PROVIDED DATA:
§
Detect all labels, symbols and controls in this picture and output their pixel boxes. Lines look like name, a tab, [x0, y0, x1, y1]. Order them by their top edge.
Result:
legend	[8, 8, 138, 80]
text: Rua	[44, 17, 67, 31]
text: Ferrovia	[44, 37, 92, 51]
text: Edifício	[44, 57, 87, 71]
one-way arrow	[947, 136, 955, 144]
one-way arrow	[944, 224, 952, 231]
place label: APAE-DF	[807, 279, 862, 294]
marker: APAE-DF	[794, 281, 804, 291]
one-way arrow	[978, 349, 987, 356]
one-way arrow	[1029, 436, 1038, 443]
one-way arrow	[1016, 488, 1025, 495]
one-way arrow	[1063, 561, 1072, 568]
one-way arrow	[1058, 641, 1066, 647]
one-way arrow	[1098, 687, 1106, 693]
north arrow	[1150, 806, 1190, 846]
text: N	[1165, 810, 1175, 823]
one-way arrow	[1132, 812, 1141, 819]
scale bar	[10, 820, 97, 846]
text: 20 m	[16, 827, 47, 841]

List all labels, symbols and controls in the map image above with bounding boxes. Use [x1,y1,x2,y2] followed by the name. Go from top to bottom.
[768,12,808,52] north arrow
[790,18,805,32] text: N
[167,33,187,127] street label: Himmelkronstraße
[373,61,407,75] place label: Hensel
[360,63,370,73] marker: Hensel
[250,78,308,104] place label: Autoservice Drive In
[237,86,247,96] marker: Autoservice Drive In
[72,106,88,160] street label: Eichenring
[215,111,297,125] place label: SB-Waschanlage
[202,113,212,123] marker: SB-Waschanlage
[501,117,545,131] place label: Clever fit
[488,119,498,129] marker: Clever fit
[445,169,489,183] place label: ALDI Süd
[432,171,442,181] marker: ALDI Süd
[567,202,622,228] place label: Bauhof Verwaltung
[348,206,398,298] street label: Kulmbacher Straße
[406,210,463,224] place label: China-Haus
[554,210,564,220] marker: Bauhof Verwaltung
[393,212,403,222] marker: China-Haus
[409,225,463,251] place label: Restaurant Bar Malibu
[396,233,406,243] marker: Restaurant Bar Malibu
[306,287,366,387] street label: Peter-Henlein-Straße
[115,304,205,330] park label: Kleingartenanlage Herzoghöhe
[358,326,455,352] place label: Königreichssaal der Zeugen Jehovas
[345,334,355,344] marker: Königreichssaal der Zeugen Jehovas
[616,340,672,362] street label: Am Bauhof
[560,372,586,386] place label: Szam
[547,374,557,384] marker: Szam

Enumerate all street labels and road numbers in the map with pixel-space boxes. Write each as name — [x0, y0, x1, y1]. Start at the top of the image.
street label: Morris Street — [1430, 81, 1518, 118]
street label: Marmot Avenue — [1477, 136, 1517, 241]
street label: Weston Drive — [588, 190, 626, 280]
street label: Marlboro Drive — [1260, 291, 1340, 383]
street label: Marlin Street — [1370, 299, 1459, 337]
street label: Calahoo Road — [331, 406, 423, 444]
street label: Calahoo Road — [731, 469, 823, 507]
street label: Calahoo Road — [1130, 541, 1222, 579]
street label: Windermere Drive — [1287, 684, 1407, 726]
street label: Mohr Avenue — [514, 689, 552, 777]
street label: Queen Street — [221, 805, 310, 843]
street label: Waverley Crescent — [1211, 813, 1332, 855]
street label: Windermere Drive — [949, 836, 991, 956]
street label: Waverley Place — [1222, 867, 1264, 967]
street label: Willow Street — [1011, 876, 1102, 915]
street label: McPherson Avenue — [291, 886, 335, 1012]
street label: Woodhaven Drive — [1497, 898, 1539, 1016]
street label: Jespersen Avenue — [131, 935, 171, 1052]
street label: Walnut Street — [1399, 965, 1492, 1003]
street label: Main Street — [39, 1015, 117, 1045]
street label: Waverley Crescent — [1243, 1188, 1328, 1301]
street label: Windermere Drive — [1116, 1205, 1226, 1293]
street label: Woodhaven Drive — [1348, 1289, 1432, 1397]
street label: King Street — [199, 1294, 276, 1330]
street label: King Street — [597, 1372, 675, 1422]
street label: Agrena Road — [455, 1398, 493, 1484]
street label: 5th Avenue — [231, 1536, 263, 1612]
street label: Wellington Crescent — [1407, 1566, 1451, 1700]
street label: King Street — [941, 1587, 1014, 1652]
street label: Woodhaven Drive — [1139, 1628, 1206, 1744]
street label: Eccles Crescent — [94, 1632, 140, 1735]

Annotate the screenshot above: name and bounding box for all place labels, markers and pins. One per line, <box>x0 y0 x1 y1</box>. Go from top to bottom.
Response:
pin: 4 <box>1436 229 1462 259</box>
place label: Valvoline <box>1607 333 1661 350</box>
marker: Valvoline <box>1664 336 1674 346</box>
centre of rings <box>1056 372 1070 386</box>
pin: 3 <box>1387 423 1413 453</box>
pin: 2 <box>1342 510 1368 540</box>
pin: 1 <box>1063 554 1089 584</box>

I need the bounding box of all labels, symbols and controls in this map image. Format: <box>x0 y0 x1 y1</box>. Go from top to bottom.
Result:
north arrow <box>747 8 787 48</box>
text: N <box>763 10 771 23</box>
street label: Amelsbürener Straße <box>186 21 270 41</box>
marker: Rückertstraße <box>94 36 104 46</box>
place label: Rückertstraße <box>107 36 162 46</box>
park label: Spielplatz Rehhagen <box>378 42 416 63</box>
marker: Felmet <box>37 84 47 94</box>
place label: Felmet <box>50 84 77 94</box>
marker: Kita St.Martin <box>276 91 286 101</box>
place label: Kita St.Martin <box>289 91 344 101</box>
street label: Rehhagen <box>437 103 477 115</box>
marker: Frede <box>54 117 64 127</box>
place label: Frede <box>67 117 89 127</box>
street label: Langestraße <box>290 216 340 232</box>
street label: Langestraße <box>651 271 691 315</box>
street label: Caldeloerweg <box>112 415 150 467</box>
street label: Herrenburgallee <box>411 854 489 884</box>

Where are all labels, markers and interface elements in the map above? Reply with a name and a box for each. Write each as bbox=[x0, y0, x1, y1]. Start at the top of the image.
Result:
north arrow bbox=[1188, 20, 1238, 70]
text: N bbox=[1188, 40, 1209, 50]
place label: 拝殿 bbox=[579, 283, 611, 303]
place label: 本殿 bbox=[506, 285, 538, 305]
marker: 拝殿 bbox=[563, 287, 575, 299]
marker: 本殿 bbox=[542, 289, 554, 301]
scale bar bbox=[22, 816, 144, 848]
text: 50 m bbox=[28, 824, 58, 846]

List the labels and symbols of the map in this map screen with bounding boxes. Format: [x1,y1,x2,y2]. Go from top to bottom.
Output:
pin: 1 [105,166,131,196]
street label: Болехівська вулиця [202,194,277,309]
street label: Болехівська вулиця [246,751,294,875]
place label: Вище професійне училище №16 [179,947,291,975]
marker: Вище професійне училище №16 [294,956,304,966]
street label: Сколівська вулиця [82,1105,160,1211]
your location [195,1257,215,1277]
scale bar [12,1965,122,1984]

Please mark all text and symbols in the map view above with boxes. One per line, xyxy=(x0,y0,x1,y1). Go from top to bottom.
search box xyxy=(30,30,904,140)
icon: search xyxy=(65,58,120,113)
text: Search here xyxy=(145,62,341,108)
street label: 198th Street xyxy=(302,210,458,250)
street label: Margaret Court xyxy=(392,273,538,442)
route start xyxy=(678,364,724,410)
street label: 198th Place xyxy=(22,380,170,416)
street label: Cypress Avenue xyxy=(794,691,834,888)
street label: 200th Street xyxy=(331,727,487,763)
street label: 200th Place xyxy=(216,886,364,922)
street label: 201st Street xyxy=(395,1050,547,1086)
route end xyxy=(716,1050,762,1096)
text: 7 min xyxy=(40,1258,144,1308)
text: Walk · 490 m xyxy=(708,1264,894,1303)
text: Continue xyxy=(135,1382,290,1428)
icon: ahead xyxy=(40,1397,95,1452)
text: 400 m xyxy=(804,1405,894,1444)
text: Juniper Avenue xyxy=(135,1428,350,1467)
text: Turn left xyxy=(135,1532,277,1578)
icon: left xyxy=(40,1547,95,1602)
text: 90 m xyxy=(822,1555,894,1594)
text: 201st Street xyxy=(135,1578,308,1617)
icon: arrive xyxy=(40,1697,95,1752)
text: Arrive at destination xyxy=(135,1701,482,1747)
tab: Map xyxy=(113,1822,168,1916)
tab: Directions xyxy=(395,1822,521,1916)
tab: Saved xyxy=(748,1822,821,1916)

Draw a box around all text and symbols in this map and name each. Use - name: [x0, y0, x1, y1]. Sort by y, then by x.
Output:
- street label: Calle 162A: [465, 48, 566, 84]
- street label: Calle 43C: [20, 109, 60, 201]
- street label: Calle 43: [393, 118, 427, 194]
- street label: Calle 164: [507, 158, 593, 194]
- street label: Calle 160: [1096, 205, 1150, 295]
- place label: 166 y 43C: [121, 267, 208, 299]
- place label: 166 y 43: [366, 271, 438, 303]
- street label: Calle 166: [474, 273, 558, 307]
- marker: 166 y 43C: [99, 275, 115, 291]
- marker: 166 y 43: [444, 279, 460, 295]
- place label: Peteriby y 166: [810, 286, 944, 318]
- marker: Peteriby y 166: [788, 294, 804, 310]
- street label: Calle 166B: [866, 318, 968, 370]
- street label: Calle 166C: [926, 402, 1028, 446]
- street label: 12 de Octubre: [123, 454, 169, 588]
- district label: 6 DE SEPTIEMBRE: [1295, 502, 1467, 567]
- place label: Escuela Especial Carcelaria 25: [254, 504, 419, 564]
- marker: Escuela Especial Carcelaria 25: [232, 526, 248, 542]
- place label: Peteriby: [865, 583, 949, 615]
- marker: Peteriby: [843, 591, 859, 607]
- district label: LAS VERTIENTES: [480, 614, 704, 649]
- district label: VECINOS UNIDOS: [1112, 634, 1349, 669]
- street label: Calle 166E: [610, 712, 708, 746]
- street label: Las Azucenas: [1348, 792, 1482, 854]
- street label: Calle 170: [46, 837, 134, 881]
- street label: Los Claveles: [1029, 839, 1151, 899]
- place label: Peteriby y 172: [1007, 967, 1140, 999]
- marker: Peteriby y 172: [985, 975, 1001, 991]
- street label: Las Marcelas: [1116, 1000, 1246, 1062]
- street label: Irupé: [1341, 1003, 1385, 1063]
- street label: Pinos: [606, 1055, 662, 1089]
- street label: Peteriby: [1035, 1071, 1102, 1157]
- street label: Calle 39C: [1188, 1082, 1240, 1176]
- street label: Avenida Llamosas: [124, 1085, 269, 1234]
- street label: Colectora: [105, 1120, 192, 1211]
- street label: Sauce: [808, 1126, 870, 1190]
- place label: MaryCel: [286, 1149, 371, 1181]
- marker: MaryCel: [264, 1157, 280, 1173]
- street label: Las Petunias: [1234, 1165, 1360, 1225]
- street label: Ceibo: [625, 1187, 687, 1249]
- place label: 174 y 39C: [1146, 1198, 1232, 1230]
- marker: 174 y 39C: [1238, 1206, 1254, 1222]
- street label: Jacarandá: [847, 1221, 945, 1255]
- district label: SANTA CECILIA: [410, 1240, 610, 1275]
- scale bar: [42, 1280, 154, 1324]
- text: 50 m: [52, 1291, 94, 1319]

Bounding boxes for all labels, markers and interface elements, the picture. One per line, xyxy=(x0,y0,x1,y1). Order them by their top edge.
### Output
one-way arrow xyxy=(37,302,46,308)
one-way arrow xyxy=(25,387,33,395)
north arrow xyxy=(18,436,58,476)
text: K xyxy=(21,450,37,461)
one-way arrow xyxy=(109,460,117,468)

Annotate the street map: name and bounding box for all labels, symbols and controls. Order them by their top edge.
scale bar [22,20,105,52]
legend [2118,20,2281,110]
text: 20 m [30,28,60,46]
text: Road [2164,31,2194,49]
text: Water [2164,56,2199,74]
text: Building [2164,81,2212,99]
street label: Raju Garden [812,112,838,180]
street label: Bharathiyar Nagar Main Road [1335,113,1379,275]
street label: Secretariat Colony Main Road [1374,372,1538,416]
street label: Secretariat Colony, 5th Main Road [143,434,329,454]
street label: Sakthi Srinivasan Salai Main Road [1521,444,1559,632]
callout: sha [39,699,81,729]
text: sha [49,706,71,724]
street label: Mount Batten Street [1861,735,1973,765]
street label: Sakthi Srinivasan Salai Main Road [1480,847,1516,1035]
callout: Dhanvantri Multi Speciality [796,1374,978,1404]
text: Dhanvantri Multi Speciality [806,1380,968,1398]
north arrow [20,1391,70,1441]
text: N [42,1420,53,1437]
§
THE PROBLEM: Filter the listing above by the word "this"; copy each line that passes.

EXERCISE RESULT:
Detect all labels, symbols and controls in this picture and output their pixel boxes. Lines look like name, a tab, [x0, y0, x1, y1]. Order them by their top edge.
I need the bounding box of all labels, symbols and controls in this map image. Format: <box>x0 y0 x1 y1</box>. Go from top to bottom.
List the labels and symbols of the map in this map screen with bounding boxes. Format: [x1,y1,x2,y2]. Go from top to bottom.
Draw a box around all text and symbols in this map and name each. Use - name: [x0, y0, x1, y1]. Sort by y, then by x.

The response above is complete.